16: Biases from Knowing Too Much or Too Little
Explore the Dunning-Kruger effect and the “curse of knowledge,” two biases that affect our accurate assessment of our abilities, including the ability to communicate knowledge to others. Unlike most other cognitive biases, culture plays a strong role in our susceptibility to the Dunning-Kruger effect; the effect disappears in collectivistic societies.
17: Is That Memory Mine or Someone Else’s?
Discover the cognitive bias called cryptomnesia, the tendency for a person to falsely identify an idea as one they developed themselves, as opposed to one they heard about from someone else, i.e., a memory. In this heuristic, our brain stores the idea but not the idea’s source—a shortcut that can easily get us in trouble.
18: I Believe, Therefore I Think: Belief Bias
Explore the sources and impacts of belief bias, the tendency to judge arguments on the believability of their conclusions rather than the whole argument. While we all tend to rely on this heuristic to some extent, by learning the technical requirements of a logical argument, we can better assess the validity of what we’re hearing or watching.
19: Why Emotional Peaks and Endings Matter
The peak-end rule is the cognitive bias that causes us to judge an experience based on how we felt at its most intense moments and at its end. Discover how this heuristic biases us against remembering the more nuanced aspects of any experience, and the effects this can have on our lives.
20: We Lie to Be Socially Desirable
Trace the evolutionary history of social desirability bias and how it can affect our lives and relationships in numerous ways. Our brain created this heuristic in response to our deep biological need to associate with other members of our species and to bond in various ways. But does it always work to our advantage, and how can we push past it when we want to?

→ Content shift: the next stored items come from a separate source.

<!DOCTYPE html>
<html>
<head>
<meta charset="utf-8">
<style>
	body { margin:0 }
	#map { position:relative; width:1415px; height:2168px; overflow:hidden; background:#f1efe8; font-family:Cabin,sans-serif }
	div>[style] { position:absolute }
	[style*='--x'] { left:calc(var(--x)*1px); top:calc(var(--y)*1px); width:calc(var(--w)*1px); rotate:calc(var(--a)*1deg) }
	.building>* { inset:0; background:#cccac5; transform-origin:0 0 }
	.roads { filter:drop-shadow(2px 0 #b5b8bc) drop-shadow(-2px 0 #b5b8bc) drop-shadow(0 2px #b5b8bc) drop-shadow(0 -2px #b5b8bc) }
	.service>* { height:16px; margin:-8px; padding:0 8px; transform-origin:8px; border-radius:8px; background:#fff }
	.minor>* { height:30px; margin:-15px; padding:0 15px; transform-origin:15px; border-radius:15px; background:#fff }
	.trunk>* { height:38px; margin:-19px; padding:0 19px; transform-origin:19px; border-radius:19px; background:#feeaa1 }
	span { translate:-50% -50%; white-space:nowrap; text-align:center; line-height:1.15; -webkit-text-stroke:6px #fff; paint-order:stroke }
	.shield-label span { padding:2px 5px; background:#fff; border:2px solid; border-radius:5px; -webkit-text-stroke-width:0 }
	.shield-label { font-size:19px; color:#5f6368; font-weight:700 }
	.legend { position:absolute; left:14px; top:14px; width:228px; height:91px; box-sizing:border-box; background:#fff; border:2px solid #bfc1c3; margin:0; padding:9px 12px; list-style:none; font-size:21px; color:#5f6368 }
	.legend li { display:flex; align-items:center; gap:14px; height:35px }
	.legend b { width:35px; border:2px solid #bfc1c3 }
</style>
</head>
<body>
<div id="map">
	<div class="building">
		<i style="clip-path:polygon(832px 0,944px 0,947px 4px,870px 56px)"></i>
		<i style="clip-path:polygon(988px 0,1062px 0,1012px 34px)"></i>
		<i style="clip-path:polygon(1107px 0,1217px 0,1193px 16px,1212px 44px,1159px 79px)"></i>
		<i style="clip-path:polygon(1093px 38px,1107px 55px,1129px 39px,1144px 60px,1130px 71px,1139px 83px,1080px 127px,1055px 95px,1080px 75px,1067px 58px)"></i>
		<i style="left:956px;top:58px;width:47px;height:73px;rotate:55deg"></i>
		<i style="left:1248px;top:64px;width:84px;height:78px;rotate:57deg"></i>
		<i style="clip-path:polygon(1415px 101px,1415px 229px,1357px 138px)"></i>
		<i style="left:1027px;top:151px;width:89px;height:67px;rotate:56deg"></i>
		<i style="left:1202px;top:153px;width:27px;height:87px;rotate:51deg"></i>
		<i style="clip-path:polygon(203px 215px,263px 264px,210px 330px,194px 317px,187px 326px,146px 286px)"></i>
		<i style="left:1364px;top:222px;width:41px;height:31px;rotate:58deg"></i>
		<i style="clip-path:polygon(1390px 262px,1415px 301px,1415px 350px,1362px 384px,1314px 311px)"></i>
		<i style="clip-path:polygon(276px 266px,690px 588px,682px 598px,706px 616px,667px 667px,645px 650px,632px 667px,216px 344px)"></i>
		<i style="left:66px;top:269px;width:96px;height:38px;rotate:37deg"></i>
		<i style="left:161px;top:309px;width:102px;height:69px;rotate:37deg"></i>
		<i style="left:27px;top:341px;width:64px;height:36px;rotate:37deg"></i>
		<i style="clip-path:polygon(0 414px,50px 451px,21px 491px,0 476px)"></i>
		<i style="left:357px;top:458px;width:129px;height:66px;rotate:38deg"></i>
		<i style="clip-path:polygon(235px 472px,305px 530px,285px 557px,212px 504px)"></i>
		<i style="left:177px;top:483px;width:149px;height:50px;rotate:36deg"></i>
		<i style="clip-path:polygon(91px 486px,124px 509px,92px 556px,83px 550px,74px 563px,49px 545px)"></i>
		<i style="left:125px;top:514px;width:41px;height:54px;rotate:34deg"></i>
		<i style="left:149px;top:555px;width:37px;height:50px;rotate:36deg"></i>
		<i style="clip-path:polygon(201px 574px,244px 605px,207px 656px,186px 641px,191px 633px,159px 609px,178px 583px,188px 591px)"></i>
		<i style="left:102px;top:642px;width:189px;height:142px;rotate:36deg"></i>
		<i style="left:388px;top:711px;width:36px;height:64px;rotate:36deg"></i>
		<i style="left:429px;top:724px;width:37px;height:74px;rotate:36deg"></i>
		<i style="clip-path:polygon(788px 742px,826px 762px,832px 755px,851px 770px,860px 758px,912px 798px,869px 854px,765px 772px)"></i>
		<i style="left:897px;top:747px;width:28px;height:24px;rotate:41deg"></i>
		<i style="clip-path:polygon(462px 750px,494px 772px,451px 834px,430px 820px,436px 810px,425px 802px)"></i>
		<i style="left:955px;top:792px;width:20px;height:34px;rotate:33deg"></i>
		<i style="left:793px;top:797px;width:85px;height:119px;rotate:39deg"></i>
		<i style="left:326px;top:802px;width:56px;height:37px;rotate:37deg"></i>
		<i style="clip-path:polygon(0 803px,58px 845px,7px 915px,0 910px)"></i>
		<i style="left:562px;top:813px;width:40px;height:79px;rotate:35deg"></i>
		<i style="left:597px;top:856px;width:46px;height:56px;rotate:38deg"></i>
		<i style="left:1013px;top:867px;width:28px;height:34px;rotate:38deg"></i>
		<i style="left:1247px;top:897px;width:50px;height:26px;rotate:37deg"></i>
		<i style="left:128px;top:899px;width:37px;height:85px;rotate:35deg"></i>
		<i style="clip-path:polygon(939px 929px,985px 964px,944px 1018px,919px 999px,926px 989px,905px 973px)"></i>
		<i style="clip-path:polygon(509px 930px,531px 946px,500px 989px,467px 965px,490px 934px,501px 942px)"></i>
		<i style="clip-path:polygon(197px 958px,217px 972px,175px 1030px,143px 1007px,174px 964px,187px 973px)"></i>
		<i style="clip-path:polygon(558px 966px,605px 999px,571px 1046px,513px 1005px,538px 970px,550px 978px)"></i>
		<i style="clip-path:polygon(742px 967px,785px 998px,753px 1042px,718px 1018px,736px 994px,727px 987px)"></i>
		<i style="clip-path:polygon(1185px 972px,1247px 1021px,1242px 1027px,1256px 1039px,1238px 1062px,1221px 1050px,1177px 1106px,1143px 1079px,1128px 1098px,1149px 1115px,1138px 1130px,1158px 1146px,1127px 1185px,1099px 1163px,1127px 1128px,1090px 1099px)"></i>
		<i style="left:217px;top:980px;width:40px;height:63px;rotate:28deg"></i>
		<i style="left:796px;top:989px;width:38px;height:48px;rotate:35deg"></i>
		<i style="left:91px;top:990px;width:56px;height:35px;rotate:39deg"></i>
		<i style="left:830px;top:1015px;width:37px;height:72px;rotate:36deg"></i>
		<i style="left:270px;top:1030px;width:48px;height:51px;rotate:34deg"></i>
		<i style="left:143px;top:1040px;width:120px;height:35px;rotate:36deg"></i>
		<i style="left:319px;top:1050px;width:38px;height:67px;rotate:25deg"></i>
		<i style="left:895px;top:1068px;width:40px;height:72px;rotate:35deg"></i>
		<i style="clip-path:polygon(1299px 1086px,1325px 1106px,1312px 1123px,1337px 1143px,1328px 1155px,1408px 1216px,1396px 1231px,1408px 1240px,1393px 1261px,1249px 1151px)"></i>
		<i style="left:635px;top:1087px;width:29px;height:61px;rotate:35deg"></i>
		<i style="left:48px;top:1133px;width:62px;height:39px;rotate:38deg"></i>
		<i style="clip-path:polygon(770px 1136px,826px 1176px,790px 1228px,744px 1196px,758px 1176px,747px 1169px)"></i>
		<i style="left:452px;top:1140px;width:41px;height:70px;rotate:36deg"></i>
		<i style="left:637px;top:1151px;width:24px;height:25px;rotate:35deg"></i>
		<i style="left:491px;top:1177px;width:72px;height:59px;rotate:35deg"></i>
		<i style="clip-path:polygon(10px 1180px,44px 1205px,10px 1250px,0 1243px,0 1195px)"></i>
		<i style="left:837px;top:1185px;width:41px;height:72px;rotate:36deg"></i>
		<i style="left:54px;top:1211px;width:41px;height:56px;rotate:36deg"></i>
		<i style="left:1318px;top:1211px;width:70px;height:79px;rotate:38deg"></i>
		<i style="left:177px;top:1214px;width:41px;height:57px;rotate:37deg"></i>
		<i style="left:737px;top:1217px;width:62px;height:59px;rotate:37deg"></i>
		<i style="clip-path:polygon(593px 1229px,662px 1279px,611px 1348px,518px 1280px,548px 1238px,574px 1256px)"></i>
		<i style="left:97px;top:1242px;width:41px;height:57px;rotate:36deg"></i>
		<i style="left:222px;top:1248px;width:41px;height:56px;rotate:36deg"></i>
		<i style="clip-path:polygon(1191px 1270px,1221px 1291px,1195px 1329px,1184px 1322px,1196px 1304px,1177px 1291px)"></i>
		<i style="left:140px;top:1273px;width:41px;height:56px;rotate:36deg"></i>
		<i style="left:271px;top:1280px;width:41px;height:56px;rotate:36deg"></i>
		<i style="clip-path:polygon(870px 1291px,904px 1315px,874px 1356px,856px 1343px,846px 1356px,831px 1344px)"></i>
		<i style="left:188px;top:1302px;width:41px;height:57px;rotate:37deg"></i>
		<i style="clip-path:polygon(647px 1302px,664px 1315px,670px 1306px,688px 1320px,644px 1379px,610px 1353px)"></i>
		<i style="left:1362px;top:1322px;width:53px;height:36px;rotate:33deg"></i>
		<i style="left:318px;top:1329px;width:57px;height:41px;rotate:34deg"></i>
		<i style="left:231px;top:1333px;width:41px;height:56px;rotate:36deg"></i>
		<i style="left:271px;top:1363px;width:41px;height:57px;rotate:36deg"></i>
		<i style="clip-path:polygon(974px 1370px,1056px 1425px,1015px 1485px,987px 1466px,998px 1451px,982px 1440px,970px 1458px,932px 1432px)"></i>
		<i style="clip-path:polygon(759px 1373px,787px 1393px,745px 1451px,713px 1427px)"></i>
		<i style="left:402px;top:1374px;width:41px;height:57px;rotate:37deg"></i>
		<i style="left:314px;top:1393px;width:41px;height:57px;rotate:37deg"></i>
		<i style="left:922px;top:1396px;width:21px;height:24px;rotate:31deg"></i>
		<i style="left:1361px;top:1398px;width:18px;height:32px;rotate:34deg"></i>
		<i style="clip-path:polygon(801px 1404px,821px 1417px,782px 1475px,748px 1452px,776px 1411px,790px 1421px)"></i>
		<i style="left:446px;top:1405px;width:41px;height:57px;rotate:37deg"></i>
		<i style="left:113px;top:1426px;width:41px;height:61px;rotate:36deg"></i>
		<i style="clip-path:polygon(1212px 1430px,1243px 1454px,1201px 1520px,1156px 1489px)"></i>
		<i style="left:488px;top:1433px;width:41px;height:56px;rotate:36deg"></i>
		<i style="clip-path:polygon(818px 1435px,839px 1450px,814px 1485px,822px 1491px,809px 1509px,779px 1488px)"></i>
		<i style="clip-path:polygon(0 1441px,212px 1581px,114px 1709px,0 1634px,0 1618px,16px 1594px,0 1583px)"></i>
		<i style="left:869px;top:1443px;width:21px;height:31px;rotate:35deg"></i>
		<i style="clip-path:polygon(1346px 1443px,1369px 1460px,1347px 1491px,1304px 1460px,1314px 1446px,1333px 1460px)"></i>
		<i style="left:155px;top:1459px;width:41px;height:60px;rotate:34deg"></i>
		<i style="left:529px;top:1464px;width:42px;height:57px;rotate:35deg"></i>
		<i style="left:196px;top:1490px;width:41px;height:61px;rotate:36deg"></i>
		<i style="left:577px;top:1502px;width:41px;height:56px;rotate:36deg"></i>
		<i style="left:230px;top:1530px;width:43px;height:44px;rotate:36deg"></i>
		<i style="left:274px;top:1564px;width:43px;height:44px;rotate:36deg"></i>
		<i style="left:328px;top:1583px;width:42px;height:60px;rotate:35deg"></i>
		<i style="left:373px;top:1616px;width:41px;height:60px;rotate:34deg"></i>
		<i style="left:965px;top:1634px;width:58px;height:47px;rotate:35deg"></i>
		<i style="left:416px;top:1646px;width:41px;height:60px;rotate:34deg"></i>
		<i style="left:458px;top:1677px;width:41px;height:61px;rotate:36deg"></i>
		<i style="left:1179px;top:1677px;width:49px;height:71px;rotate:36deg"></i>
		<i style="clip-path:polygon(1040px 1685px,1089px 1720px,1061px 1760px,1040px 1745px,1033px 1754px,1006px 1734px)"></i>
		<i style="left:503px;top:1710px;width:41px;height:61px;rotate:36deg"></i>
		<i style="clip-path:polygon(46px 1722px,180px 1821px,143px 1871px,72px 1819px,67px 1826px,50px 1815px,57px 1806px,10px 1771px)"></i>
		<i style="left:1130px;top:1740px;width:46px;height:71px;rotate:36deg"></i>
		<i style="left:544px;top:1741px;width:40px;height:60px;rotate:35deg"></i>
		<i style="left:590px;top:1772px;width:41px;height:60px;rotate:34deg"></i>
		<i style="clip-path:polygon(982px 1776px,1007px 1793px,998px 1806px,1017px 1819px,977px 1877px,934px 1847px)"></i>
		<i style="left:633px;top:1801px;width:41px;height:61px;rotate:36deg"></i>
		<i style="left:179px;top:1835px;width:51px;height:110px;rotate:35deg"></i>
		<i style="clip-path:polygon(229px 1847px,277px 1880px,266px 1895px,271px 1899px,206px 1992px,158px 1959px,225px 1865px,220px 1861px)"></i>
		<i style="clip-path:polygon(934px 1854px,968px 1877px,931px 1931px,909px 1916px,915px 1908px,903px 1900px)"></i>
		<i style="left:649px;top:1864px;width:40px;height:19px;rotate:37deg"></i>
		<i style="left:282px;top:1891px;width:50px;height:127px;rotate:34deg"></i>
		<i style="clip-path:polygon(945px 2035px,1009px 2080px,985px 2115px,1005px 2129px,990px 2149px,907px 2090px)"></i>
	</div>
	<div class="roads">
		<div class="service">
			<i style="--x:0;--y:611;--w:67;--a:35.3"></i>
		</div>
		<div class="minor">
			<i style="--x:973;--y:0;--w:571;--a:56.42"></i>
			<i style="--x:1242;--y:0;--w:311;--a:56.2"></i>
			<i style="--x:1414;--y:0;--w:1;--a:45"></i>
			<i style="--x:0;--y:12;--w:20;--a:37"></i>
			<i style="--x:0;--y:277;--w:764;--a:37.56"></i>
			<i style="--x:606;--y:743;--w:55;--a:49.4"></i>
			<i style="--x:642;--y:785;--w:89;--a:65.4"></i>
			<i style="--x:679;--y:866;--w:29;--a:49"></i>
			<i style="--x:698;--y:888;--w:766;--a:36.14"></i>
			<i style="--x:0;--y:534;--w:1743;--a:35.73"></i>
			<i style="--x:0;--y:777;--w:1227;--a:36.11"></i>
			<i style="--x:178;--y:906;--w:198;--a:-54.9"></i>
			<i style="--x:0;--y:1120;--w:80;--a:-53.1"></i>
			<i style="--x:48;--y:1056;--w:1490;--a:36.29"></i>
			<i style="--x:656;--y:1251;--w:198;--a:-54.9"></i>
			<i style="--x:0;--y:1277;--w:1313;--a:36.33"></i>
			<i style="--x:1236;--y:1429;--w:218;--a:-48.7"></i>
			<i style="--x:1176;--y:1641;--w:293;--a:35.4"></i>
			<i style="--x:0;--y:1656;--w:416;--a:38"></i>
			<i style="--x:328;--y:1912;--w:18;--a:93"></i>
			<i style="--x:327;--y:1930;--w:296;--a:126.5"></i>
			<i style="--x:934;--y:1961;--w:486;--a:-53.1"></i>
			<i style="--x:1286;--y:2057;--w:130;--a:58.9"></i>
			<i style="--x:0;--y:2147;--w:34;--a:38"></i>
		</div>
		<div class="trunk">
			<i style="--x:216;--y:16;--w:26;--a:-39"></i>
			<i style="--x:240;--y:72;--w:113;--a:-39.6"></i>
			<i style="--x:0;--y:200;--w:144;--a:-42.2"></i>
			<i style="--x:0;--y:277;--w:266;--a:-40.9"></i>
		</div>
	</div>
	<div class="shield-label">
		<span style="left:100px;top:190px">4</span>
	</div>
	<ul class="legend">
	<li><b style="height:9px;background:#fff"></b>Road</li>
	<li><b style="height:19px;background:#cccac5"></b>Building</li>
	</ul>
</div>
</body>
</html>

21: Why Emotional Gaps Cause Trouble
The empathy gap bias is the tendency to disconnect or reduce empathy in situations where it would be expected or typically felt. Explore the cognitive steps required for empathy to occur, and what can happen when those processes don’t occur. What can keep us from understanding why other people might feel the way they feel?
22: Only Survivors Tell the Story
Discover the many ways in which survivorship bias affects our daily life. This tendency to focus only on people or objects that have moved past some defined selection process keeps us from understanding a more complex, fuller story. From important personal decisions to business, politics, and military history, the impacts of this cognitive bias can be seen all around us.
23: Reactance: You Can’t Watch This Lecture!
Delve into the reactance bias, our tendency to act in ways that are opposite to established rules, particularly, if we think those rules will reduce our freedom. This is a bias that operates mostly in the dark recesses of our subconscious and can be difficult to recognize until someone else specifically calls out the behavior.
24: Status Quo: The More Things Change …
Explore the status quo bias—our tendency to prefer the current state of affairs in our lives and the world around us—as well as the illusion of control, the false belief that we can influence things over which we actually have no control. Learn how the illusion of control can feed many other cognitive biases, and when the status quo bias might actually be our best rational choice.